I've forgotten a lot but I am remembering and enjoying this new little person.  I'm really tired and very thankful for the fact that my parents have been able to help us out!  Dan's already back to work so I am home with the baby by myself but I am not as overwhelmed as I was when Janea and Jaron were little.  So it's a good thing...Jayden is doing well and we are learning how to be a family of 5!

Wednesday, April 13, 2011

Wednesday, April 6, 2011

The Waiting Game

We are playing the waiting game right now.

Baby could come at anytime.  Or Baby could wait until later...and since we don't know what day it will be it's challenging right now to wait.

I'm having contractions daily...some are really big and painful and regular but then they stop.  I don't want to be a wimp and go to the doctor to early but I am getting frustrated at the same time.

When I was pregnant with Janea I didn't know what to expect and my water broke first.

With Jaron I went into labor earlier than planned and while surprised I had a feeling he was coming.

This baby...I'm clueless...I think he's coming and then I am like nope...I don't know...and since the big kids were early at 37 (Jaron) weeks and 38 (Janea) weeks I have never gone to my due date so I am like..okay here I am same time as the other two...you can come!  He isn't listening very well so far.   I tell him it's okay to come, Daddy has told him, Jaron has told him, Janea won't talk to my stomach but she has even said it outloud...we are ready for him to come.

So we wait...and wait...and wait...

I HATE WAITING!

Monday, April 4, 2011

Showers of Blessings

Note: pictures will be added later...the camera is packed in the hospital bag and I am not unpacking it and forgetting it if I go into labor!

My church was so generous and had a lovely baby shower for me last Thursday night. We had given away or gotten rid of most if not all of our baby stuff in the past 4-5 years as we had thought that we were done with having babies. Well, surprise surprise...here we are pregnant with basically nothing left. I had a few odds and ends but nothing substantial. The church normally only has showers for first babies but since I was starting over they had one for me. The ladies of my church are such an encouragement. Now baby has towels, sheets, blankets, bowls, spoons and quite a few cute little outfits. We were also blessed with gift cards and such and that has been a blessing with getting a crib mattress and other odds and ends that you don't think about registering for!

Dan's work also had a shower for him!
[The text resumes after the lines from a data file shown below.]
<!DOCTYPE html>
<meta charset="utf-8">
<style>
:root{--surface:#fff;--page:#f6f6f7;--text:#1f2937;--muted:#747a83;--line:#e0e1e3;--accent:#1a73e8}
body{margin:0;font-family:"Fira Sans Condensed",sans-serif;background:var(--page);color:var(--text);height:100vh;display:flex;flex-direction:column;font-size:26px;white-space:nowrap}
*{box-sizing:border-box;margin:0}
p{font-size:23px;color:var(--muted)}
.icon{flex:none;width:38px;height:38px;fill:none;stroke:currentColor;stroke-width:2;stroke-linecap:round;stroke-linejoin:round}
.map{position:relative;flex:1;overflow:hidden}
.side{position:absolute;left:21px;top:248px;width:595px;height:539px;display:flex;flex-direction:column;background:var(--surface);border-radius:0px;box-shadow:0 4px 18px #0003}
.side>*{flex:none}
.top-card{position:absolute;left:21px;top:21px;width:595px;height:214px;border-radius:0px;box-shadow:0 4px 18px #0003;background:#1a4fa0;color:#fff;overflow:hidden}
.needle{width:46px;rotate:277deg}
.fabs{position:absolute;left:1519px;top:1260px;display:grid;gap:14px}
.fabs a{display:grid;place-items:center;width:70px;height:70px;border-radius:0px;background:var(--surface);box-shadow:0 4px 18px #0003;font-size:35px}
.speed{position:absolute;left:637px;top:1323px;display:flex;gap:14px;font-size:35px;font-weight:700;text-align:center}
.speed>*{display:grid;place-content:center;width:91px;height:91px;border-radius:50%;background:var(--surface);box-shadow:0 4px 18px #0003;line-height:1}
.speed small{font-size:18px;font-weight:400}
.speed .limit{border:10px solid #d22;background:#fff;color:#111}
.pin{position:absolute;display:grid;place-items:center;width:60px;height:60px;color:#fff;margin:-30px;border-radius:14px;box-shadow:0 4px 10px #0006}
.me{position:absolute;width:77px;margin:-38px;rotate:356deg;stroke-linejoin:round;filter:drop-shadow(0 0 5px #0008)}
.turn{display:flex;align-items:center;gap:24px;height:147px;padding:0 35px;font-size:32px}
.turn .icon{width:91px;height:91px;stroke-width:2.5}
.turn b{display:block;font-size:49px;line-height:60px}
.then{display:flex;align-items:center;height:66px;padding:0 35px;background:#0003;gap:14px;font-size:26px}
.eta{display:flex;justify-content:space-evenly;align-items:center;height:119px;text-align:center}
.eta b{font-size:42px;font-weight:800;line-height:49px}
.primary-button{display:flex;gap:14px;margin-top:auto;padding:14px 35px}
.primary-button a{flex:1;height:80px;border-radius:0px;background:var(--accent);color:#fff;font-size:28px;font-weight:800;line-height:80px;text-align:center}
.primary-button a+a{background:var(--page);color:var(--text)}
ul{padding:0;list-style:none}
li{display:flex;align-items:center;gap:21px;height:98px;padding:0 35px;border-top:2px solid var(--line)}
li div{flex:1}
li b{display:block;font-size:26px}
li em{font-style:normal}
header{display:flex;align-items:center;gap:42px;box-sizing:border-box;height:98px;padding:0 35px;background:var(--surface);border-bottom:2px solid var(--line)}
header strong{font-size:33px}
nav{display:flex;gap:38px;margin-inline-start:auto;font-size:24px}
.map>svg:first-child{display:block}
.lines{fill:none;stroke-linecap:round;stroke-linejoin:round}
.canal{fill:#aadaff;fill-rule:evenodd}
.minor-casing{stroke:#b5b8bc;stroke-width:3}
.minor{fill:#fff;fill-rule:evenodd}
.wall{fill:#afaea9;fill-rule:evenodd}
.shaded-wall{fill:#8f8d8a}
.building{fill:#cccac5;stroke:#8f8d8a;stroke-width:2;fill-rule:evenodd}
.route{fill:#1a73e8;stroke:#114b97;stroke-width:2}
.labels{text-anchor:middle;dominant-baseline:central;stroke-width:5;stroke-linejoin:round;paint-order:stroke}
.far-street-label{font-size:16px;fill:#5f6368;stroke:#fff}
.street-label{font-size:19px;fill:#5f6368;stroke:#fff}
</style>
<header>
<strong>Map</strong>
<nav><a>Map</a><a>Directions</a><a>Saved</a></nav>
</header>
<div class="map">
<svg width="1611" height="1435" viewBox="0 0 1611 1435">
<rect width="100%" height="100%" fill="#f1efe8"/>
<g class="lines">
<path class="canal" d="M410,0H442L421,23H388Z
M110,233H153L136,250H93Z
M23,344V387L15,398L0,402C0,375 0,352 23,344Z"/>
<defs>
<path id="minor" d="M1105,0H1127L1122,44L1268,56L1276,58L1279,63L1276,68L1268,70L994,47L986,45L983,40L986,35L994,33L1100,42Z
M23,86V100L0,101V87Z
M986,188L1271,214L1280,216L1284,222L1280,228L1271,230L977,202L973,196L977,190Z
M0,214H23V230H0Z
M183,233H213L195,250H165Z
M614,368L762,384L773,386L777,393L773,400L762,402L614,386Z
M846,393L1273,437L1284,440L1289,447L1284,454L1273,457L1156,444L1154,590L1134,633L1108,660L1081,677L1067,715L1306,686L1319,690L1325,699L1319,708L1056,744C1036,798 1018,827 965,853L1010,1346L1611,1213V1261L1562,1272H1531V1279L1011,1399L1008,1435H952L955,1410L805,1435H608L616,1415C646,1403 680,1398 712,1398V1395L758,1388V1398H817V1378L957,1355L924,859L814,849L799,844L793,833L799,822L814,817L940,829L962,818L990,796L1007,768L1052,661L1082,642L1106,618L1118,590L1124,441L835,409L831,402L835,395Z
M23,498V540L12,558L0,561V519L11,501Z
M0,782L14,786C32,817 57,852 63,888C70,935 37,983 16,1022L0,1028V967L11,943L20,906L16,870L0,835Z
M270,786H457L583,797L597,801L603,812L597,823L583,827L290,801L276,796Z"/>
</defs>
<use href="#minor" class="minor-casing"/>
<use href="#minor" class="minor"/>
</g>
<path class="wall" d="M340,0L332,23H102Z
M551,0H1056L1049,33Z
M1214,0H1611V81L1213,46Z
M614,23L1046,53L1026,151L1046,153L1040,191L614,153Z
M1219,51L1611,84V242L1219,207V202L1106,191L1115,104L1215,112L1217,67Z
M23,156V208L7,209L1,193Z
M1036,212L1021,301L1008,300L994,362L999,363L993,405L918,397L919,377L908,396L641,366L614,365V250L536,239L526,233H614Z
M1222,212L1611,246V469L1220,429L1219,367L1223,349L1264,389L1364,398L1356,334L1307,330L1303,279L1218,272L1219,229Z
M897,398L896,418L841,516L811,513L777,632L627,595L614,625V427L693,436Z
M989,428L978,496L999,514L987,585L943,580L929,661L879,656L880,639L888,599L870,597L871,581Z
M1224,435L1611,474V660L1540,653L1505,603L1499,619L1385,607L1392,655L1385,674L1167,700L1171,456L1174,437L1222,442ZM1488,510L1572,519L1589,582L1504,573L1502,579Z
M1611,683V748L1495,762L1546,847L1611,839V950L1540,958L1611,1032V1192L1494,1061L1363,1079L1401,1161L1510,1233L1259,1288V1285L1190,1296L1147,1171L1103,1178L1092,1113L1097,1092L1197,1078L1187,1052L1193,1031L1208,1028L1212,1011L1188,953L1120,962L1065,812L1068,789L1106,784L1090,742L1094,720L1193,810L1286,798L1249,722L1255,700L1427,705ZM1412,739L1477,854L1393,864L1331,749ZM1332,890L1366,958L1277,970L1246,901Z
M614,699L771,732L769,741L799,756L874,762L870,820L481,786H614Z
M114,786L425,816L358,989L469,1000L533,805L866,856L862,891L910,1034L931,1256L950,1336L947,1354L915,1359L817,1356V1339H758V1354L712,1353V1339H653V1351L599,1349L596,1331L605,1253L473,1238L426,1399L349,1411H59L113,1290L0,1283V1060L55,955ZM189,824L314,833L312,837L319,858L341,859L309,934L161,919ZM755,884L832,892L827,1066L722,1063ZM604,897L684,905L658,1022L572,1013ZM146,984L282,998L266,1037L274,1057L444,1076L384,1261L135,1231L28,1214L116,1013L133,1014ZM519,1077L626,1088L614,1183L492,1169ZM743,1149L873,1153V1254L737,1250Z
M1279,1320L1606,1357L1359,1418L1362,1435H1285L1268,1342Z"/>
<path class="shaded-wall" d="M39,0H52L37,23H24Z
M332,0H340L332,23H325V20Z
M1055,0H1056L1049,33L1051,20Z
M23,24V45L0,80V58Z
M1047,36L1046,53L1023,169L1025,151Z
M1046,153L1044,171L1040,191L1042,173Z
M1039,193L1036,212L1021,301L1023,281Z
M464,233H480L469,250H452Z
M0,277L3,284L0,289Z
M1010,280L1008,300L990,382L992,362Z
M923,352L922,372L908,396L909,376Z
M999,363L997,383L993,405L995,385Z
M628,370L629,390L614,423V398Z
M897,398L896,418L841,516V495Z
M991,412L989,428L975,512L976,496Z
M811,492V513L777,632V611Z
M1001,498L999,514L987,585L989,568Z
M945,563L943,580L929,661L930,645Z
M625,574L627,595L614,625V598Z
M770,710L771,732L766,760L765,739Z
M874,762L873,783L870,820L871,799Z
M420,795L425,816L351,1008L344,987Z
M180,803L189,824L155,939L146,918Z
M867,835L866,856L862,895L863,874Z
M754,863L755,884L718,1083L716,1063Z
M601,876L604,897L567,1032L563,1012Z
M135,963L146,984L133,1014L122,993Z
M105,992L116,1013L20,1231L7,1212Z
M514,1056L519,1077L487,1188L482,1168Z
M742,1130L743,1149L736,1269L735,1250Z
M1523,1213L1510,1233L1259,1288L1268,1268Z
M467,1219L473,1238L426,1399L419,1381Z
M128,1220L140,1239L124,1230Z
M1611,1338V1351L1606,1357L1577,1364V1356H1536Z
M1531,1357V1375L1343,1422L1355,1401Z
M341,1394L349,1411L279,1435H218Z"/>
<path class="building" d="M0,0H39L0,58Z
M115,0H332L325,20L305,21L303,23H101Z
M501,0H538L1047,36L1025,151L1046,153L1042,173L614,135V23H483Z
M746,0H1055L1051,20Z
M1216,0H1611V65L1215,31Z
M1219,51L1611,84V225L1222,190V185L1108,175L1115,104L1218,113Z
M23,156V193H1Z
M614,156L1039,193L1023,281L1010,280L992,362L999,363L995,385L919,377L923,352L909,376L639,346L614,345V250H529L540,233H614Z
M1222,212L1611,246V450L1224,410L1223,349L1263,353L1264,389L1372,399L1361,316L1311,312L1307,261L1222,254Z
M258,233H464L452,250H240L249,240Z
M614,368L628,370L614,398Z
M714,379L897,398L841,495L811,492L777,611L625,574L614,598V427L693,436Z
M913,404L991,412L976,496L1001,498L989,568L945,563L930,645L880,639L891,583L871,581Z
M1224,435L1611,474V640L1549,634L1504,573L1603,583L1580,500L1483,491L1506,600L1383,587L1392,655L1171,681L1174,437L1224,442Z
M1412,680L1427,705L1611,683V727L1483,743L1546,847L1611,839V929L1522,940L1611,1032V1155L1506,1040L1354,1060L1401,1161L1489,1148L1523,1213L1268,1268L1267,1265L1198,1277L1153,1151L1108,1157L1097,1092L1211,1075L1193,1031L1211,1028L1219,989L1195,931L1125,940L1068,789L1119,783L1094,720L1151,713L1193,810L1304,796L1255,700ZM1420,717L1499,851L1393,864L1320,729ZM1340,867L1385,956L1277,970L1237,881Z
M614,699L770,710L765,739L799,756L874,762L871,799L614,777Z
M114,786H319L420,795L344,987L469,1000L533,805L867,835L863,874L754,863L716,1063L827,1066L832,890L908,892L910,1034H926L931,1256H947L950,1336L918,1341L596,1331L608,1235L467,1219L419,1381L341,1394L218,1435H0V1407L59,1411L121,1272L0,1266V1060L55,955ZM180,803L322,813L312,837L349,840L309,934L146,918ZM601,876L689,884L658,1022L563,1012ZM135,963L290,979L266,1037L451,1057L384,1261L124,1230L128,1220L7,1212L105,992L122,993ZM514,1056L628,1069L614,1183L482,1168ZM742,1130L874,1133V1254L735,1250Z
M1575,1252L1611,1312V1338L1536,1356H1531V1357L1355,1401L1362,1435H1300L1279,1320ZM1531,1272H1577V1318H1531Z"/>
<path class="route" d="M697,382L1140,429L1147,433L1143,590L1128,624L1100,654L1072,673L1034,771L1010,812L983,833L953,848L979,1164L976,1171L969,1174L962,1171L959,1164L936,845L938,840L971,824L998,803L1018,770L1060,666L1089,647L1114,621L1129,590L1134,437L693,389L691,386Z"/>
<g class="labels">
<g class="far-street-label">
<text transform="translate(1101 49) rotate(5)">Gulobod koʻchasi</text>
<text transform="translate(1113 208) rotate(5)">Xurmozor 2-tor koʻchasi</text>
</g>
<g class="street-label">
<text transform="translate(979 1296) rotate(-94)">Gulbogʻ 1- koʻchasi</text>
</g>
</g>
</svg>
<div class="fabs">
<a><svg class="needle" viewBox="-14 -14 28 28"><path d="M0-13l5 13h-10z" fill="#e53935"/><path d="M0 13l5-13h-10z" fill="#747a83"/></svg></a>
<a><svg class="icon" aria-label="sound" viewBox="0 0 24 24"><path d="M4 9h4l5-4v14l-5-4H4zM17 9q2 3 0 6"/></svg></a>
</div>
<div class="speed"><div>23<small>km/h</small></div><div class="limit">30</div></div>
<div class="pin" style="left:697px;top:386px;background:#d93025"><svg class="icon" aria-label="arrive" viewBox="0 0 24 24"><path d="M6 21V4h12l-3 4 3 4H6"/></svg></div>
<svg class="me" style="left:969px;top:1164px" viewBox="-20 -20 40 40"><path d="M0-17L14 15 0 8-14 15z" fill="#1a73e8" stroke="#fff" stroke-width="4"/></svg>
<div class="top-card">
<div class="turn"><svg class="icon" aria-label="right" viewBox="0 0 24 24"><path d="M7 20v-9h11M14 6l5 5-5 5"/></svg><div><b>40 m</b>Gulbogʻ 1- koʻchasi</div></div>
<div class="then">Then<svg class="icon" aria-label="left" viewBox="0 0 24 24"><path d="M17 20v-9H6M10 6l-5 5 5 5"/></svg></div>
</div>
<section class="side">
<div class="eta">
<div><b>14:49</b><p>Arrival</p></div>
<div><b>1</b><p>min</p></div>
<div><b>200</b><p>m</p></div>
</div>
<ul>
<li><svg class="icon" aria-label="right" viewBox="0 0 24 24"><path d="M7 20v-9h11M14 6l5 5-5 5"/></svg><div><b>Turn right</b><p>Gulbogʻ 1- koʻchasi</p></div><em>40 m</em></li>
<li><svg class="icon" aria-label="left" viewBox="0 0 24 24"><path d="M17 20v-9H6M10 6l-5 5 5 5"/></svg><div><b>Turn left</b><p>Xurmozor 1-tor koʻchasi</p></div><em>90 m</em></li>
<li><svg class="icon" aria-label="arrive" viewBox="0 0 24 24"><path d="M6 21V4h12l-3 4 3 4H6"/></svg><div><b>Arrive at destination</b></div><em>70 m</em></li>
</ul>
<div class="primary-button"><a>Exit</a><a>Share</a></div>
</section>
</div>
He called me Friday on his way home from work and said that they had a shower for him! We received lots of diapers and wipes...I'm well stocked up on newborn size and size 1! Some cute clothes and two cute teddy bears. They also gave us a few gift cards and all the extra help has been a blessing.

We are feeling loved and supported by friends and coworkers and are ready to meet this little person. I'm hoping he comes this week...I'm much more uncomfortable and so ready to meet our little guy! Thank you to everyone who help to make us feel so loved and we are totally blown away by your generosity!

Friday, April 1, 2011

Pictures from Our Life - Kitchen Stuff

Dan asked Janea to get him a cup of tea an put 2 bags of Lemon Zinger in a cup with water...she did so and emptied the bags into the water....Oops...here's the cup of tea that daddy didn't drink! Later...that evening Janea then tried to help out by melting some cheese for us to dip some yummy chips in~! She microwaved it for too long creating a cheese donut...it tasted good just wasn't good for dipping!

Dan discovered a bag of Red potatoes that had Sprouted in the pantry...they looked so cool we had to take a picture!